> _REQUIRED ACTION_: Every line below between the line holding "For a GIS import: Convert" and the line holding "Task: What data", inclusive, should be repeated exactly, and all other lines omitted.

Source records:
^^^^

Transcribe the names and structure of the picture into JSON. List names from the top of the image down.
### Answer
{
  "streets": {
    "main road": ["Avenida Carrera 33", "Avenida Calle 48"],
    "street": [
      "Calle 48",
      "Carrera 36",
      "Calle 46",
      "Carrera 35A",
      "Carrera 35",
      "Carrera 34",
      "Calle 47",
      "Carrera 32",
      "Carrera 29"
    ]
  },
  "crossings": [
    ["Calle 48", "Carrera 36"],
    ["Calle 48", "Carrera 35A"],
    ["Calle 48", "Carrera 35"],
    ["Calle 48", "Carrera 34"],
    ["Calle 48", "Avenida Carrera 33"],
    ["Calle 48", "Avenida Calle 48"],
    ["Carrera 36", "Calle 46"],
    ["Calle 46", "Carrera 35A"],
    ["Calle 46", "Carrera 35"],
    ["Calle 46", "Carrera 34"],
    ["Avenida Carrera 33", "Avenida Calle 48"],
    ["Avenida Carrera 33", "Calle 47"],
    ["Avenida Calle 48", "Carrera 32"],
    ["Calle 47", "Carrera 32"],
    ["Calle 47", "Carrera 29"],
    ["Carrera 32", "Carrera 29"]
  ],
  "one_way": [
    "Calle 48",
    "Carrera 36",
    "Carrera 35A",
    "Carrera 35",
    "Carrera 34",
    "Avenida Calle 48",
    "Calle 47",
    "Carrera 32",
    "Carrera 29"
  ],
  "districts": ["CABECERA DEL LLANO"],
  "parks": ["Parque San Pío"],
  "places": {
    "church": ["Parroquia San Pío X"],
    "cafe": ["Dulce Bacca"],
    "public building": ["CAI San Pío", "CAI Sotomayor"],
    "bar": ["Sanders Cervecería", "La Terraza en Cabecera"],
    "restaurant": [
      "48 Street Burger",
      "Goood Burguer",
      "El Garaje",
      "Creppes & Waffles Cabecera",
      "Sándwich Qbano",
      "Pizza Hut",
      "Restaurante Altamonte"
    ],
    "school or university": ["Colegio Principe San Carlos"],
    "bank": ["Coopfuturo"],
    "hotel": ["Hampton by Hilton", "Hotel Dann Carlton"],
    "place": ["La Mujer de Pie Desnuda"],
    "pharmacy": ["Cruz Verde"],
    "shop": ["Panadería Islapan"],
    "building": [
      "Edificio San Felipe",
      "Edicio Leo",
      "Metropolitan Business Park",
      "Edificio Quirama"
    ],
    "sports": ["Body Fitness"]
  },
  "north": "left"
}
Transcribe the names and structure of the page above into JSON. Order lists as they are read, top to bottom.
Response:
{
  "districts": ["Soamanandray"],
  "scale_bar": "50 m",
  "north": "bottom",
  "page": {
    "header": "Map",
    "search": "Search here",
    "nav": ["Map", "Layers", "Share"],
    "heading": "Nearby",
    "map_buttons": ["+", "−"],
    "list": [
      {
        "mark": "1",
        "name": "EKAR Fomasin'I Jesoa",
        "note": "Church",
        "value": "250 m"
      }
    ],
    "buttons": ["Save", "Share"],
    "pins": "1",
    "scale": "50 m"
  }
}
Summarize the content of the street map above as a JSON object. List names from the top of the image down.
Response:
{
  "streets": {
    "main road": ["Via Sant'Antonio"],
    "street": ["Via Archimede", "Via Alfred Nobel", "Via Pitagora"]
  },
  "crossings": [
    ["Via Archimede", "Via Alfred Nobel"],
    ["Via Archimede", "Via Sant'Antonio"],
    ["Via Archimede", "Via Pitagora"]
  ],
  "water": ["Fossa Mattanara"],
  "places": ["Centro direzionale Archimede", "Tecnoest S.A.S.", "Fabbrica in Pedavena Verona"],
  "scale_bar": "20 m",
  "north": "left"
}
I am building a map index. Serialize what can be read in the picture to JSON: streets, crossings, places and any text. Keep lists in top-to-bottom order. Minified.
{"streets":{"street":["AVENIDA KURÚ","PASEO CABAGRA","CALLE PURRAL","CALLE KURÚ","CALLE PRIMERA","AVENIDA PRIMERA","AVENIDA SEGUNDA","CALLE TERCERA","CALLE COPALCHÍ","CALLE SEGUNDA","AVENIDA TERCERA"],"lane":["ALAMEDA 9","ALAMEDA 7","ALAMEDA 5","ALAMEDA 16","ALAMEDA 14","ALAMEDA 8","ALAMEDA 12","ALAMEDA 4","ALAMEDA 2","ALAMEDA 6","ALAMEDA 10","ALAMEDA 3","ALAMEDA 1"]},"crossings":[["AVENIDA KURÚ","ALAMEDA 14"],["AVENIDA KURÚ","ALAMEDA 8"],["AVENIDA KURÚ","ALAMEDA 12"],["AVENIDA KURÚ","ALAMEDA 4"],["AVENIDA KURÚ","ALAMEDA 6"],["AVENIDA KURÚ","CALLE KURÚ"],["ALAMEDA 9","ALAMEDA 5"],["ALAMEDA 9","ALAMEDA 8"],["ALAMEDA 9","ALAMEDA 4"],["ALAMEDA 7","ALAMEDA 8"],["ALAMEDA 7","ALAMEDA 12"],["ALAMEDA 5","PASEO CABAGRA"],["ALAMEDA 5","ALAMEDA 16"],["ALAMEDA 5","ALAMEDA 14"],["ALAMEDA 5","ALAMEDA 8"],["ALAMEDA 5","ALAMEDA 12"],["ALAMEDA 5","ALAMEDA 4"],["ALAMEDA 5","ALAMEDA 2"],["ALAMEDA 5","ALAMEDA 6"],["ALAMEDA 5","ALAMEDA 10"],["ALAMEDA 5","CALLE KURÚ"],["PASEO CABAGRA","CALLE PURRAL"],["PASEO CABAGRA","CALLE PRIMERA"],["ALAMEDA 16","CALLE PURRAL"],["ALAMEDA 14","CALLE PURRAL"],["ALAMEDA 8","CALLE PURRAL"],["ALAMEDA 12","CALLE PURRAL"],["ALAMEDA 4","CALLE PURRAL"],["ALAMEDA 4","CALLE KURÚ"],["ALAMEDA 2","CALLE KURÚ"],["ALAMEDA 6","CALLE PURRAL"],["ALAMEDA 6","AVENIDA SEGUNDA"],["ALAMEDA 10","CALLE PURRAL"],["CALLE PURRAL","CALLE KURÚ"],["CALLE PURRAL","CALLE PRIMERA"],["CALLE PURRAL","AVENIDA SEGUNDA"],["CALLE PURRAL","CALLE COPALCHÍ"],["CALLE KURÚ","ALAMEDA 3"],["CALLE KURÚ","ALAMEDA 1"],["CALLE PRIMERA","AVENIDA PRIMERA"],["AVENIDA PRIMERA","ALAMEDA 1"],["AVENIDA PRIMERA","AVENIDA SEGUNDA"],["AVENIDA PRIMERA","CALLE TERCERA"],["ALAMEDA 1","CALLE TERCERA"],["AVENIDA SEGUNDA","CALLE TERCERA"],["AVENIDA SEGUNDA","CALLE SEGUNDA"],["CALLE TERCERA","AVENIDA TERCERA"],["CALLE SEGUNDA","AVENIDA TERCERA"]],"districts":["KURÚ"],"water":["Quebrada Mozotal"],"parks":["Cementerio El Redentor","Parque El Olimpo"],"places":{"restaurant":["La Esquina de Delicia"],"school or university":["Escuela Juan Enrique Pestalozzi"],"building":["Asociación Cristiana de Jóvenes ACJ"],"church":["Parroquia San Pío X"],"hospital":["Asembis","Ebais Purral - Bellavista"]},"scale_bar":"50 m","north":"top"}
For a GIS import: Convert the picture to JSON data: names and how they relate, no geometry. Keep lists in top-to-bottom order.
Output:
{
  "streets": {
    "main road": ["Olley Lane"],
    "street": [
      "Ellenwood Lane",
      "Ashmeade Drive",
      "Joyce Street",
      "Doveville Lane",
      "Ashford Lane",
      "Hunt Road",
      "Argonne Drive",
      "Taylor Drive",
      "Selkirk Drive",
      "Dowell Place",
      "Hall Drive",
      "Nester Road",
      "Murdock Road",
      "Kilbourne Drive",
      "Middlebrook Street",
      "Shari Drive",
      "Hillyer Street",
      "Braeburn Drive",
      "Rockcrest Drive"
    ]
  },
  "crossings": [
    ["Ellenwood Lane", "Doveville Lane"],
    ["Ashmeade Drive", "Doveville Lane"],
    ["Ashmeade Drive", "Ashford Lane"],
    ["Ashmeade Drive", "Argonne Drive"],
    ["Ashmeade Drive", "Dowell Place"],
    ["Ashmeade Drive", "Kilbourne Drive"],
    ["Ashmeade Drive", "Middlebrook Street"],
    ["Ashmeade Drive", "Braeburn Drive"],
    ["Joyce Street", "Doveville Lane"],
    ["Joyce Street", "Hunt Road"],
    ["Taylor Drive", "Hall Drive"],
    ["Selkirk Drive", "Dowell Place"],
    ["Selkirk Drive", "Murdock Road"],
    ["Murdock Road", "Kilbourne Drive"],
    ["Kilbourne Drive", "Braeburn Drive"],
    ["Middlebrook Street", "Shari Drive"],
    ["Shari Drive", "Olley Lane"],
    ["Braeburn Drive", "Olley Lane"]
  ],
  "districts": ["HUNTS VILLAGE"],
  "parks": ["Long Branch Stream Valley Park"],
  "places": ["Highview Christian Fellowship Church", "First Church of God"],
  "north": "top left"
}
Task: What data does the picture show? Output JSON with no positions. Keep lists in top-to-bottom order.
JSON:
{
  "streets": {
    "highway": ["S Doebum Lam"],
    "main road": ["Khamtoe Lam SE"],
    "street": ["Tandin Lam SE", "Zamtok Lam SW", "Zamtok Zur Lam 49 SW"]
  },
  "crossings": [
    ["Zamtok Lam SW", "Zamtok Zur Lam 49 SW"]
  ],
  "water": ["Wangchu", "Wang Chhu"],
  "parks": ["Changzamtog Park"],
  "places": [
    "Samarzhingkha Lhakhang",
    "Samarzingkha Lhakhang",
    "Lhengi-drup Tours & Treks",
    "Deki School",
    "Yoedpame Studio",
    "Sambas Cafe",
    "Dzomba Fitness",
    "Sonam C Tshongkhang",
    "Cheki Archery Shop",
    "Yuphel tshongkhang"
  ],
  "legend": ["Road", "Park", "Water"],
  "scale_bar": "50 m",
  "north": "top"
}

^^^^

> _TASK RESPONSE_:
For a GIS import: Convert the picture to JSON data: names and how they relate, no geometry. Keep lists in top-to-bottom order.
Output:
{
  "streets": {
    "main road": ["Olley Lane"],
    "street": [
      "Ellenwood Lane",
      "Ashmeade Drive",
      "Joyce Street",
      "Doveville Lane",
      "Ashford Lane",
      "Hunt Road",
      "Argonne Drive",
      "Taylor Drive",
      "Selkirk Drive",
      "Dowell Place",
      "Hall Drive",
      "Nester Road",
      "Murdock Road",
      "Kilbourne Drive",
      "Middlebrook Street",
      "Shari Drive",
      "Hillyer Street",
      "Braeburn Drive",
      "Rockcrest Drive"
    ]
  },
  "crossings": [
    ["Ellenwood Lane", "Doveville Lane"],
    ["Ashmeade Drive", "Doveville Lane"],
    ["Ashmeade Drive", "Ashford Lane"],
    ["Ashmeade Drive", "Argonne Drive"],
    ["Ashmeade Drive", "Dowell Place"],
    ["Ashmeade Drive", "Kilbourne Drive"],
    ["Ashmeade Drive", "Middlebrook Street"],
    ["Ashmeade Drive", "Braeburn Drive"],
    ["Joyce Street", "Doveville Lane"],
    ["Joyce Street", "Hunt Road"],
    ["Taylor Drive", "Hall Drive"],
    ["Selkirk Drive", "Dowell Place"],
    ["Selkirk Drive", "Murdock Road"],
    ["Murdock Road", "Kilbourne Drive"],
    ["Kilbourne Drive", "Braeburn Drive"],
    ["Middlebrook Street", "Shari Drive"],
    ["Shari Drive", "Olley Lane"],
    ["Braeburn Drive", "Olley Lane"]
  ],
  "districts": ["HUNTS VILLAGE"],
  "parks": ["Long Branch Stream Valley Park"],
  "places": ["Highview Christian Fellowship Church", "First Church of God"],
  "north": "top left"
}
Task: What data does the picture show? Output JSON with no positions. Keep lists in top-to-bottom order.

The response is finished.